C++ Array vs Vector performance test explanation

Question

In order to quantify the difference in performance of a C-like array and Vectors in C++, I wrote this little program. https://github.com/rajatkhanduja/Benchmarks/blob/master/C%2B%2B/vectorVsArray.cpp

To compare them on common grounds, I decided to test both for random and sequential access. I added iterators, just to compare them as well (but that is not what the question focusses on).
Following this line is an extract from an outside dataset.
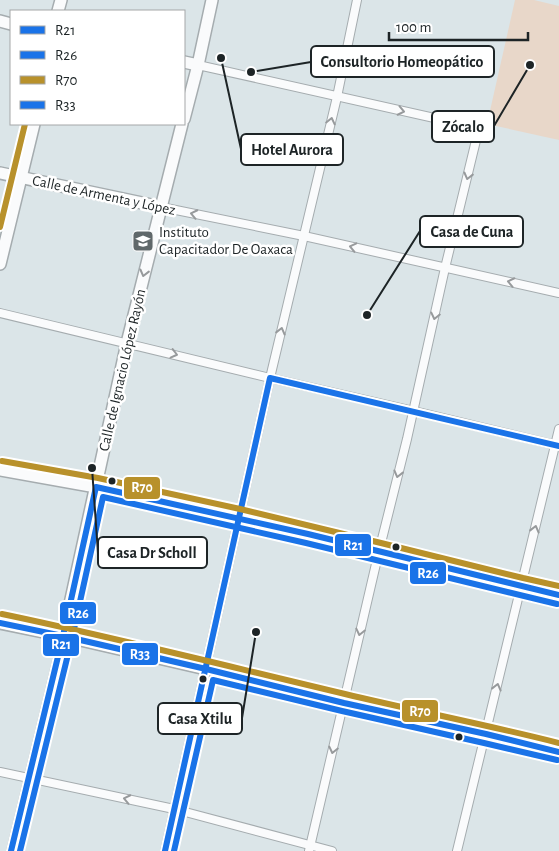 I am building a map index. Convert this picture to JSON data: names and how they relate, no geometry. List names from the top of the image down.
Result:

The results, for a 64-bit Linux machine with 7.7 GB RAM with on an array/vector size of 1 million are as follows:-

Time taken to write to array. : 12.0378 ms
Time taken to read from array sequentially. : 2.48413 ms
Time taken to read from array randomly. : 37.3931 ms
Time taken to write to dynamic array. : 11.7458 ms
Time taken to read from dynamic array sequentially. : 2.85107 ms
Time taken to read from dynamic array randomly. : 36.0579 ms
Time taken to write to vector using indices. : 11.3909 ms
Time taken to read from vector using indices, sequentially. : 4.09106 ms
Time taken to read from vector using indices, randomly. : 39 ms
Time taken to write to vector using iterators. : 24.9949 ms
Time taken to read from vector using iterators. : 18.8049 ms

The vector's size is set at the time of initialization and not altered, so there is no resizing of the vector (the assertion in the program helps verify that). The times don't include the initialization times of any of the statically allocated array, dynamically allocated array or the vector.

According to the statistics, the time to write to Vector is lesser than that of array but the time to read from vector is twice as much as that of array.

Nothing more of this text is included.